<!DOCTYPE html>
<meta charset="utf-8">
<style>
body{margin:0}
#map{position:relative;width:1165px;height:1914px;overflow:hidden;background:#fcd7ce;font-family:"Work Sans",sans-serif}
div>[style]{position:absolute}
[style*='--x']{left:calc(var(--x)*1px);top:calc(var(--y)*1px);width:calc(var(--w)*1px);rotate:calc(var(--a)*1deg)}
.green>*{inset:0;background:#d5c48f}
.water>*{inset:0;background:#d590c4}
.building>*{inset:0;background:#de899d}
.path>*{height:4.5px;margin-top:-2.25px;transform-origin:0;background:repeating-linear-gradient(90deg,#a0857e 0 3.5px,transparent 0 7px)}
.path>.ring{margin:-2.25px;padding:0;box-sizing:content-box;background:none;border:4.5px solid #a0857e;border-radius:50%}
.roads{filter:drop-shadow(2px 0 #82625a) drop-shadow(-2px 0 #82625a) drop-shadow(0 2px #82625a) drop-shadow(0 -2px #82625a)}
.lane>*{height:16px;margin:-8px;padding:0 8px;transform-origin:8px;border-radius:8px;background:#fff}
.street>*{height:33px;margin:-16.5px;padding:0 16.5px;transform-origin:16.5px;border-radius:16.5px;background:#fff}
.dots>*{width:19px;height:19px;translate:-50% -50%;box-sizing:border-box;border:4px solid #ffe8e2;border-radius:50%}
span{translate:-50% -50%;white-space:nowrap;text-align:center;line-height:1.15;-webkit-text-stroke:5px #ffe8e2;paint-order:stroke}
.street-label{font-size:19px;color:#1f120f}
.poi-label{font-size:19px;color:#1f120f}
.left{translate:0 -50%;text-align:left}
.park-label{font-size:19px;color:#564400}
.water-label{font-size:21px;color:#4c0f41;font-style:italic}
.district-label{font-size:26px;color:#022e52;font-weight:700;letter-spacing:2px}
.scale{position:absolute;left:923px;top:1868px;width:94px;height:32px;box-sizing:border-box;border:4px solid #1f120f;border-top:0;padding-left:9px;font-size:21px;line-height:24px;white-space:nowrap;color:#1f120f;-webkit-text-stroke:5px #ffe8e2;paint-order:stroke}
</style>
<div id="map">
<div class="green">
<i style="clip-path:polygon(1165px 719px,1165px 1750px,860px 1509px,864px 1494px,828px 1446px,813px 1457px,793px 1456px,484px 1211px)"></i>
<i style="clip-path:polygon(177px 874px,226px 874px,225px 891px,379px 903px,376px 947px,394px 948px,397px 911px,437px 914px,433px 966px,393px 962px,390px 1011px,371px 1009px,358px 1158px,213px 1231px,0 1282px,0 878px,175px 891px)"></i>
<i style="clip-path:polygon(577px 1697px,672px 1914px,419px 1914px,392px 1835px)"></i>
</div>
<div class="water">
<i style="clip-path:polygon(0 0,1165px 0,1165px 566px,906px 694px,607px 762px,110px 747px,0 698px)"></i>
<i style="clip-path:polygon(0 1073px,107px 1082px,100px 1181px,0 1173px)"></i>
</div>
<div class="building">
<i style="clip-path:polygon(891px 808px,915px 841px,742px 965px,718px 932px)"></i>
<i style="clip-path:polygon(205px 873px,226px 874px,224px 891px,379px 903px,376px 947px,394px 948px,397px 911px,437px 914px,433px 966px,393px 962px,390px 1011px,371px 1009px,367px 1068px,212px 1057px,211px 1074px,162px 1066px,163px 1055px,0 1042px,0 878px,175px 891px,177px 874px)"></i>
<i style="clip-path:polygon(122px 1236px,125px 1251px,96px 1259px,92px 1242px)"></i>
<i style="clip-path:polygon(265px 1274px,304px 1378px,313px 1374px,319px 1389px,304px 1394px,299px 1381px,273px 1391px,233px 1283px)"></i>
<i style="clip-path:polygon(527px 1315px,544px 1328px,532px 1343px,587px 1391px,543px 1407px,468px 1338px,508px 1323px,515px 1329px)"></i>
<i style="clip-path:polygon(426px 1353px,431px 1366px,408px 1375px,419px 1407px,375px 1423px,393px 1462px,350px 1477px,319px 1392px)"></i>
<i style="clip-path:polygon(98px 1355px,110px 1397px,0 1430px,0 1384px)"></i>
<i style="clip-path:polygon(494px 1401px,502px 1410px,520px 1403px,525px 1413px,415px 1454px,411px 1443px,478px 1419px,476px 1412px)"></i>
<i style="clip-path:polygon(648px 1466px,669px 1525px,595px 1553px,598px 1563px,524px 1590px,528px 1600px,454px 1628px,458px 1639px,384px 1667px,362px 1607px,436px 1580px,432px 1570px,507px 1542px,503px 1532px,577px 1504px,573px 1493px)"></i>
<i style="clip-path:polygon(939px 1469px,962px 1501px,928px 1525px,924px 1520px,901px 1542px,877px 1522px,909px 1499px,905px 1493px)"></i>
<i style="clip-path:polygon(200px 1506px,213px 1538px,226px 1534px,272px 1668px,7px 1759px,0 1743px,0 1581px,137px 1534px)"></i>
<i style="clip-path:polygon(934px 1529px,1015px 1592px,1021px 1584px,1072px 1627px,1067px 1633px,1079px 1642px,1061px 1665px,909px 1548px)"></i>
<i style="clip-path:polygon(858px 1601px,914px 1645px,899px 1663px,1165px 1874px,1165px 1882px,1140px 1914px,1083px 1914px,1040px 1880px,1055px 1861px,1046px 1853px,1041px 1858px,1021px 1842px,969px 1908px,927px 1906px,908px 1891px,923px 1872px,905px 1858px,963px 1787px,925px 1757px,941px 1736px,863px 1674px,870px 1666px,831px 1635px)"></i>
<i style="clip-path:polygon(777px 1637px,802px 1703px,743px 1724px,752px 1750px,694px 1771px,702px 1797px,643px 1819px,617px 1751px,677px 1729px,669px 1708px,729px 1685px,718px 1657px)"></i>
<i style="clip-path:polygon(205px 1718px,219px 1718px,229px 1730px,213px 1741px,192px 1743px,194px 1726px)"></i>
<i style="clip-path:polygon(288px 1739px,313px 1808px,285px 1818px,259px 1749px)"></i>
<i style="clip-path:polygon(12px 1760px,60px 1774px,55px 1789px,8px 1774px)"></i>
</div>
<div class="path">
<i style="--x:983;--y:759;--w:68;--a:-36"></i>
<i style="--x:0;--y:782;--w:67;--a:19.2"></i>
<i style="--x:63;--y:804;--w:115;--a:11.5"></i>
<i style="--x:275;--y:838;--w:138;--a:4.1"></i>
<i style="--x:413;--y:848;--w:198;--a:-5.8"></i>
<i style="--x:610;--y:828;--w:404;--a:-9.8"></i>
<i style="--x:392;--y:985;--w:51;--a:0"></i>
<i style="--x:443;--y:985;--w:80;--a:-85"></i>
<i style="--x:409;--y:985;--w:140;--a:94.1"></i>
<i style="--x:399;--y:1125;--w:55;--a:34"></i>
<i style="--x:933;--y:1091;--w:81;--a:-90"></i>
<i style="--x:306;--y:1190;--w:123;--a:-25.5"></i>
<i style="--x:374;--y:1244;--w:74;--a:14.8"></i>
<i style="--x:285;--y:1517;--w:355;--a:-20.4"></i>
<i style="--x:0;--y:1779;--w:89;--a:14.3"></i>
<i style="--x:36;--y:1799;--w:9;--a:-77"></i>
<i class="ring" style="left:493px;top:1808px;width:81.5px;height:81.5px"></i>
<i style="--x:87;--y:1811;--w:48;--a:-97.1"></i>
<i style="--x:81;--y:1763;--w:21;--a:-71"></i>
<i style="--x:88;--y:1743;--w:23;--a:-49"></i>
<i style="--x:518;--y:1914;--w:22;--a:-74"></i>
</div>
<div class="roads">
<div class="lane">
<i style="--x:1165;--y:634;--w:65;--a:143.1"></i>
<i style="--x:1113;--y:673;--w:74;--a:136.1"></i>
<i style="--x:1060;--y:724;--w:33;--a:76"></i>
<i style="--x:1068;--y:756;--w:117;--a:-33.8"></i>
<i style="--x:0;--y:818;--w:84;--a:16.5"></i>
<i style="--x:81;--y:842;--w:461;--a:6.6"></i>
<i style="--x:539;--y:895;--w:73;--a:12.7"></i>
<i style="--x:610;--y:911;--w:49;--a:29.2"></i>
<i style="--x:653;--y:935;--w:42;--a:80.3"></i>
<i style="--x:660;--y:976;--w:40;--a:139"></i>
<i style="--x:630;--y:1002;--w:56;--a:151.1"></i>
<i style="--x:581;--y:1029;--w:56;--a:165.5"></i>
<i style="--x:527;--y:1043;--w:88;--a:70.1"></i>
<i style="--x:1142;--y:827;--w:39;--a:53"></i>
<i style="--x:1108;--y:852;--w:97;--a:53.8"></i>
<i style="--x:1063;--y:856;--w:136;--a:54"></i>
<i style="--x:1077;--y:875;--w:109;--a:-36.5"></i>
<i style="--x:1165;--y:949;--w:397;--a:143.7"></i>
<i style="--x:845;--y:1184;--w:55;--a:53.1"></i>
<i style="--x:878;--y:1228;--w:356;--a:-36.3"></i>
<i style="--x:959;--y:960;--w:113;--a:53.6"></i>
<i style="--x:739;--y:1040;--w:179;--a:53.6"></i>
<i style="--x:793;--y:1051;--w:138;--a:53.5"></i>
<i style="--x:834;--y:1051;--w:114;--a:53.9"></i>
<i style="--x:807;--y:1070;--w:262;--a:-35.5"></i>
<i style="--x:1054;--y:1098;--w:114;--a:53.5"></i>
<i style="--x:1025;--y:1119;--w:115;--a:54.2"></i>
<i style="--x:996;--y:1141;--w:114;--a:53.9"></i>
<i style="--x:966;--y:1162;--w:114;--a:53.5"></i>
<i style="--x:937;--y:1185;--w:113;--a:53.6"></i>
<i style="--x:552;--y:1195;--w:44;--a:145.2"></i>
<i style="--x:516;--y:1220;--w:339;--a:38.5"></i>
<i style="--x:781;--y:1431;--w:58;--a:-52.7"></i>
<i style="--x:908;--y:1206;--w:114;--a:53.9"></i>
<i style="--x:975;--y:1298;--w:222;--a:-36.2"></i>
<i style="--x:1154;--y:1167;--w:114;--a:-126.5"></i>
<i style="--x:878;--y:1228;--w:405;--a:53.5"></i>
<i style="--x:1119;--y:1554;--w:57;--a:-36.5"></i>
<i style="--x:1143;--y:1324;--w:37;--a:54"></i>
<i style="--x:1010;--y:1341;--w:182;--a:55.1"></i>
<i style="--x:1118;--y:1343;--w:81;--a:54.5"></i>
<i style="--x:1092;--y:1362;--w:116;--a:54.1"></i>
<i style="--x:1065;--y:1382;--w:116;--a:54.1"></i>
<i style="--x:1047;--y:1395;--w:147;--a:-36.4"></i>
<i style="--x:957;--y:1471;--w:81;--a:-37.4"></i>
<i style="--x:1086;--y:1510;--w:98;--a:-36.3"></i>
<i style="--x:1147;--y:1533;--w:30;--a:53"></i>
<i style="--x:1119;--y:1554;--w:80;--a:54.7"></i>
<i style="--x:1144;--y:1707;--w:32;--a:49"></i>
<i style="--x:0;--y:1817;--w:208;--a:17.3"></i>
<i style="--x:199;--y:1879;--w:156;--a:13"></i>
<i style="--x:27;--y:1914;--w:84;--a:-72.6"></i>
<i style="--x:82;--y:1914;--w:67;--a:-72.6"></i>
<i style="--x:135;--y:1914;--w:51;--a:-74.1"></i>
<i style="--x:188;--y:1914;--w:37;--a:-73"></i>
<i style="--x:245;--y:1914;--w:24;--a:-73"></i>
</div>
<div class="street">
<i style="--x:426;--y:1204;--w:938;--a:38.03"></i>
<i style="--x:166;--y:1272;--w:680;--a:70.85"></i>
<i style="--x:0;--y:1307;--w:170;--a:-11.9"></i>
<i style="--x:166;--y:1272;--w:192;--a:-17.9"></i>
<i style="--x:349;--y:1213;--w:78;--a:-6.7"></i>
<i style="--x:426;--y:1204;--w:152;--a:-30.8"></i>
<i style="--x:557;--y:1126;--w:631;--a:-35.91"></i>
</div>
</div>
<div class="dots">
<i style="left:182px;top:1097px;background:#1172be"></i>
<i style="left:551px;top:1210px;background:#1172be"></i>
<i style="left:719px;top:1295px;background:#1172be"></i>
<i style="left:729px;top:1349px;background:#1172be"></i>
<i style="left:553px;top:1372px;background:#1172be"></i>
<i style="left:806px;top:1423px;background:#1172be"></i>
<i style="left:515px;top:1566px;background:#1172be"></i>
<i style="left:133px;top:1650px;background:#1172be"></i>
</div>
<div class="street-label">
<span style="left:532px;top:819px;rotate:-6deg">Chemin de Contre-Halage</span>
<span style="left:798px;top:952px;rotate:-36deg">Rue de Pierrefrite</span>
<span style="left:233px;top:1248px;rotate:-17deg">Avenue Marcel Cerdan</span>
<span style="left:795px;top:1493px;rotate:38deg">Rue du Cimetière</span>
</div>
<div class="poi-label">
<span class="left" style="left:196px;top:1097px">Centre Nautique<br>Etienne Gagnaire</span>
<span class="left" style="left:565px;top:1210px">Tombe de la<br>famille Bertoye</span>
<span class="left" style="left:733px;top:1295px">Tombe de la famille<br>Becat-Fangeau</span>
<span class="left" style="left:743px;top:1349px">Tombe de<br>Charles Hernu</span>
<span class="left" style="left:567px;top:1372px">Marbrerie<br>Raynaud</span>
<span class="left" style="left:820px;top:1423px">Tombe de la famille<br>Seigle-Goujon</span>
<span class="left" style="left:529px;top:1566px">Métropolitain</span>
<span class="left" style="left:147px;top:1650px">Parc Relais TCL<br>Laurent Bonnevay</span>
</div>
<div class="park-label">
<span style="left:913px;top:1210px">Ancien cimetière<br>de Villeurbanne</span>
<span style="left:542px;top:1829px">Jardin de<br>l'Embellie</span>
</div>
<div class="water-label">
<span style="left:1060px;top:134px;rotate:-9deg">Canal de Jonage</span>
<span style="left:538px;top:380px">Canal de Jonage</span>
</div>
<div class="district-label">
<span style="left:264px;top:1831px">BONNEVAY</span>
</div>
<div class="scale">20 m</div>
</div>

_ _ _

## [WHAT THE TASK REQUIRES]
Among the lines above, find the ones containing "webkit" and copy them.

## [TASK ANSWER]
span{translate:-50% -50%;white-space:nowrap;text-align:center;line-height:1.15;-webkit-text-stroke:5px #ffe8e2;paint-order:stroke}
.scale{position:absolute;left:923px;top:1868px;width:94px;height:32px;box-sizing:border-box;border:4px solid #1f120f;border-top:0;padding-left:9px;font-size:21px;line-height:24px;white-space:nowrap;color:#1f120f;-webkit-text-stroke:5px #ffe8e2;paint-order:stroke}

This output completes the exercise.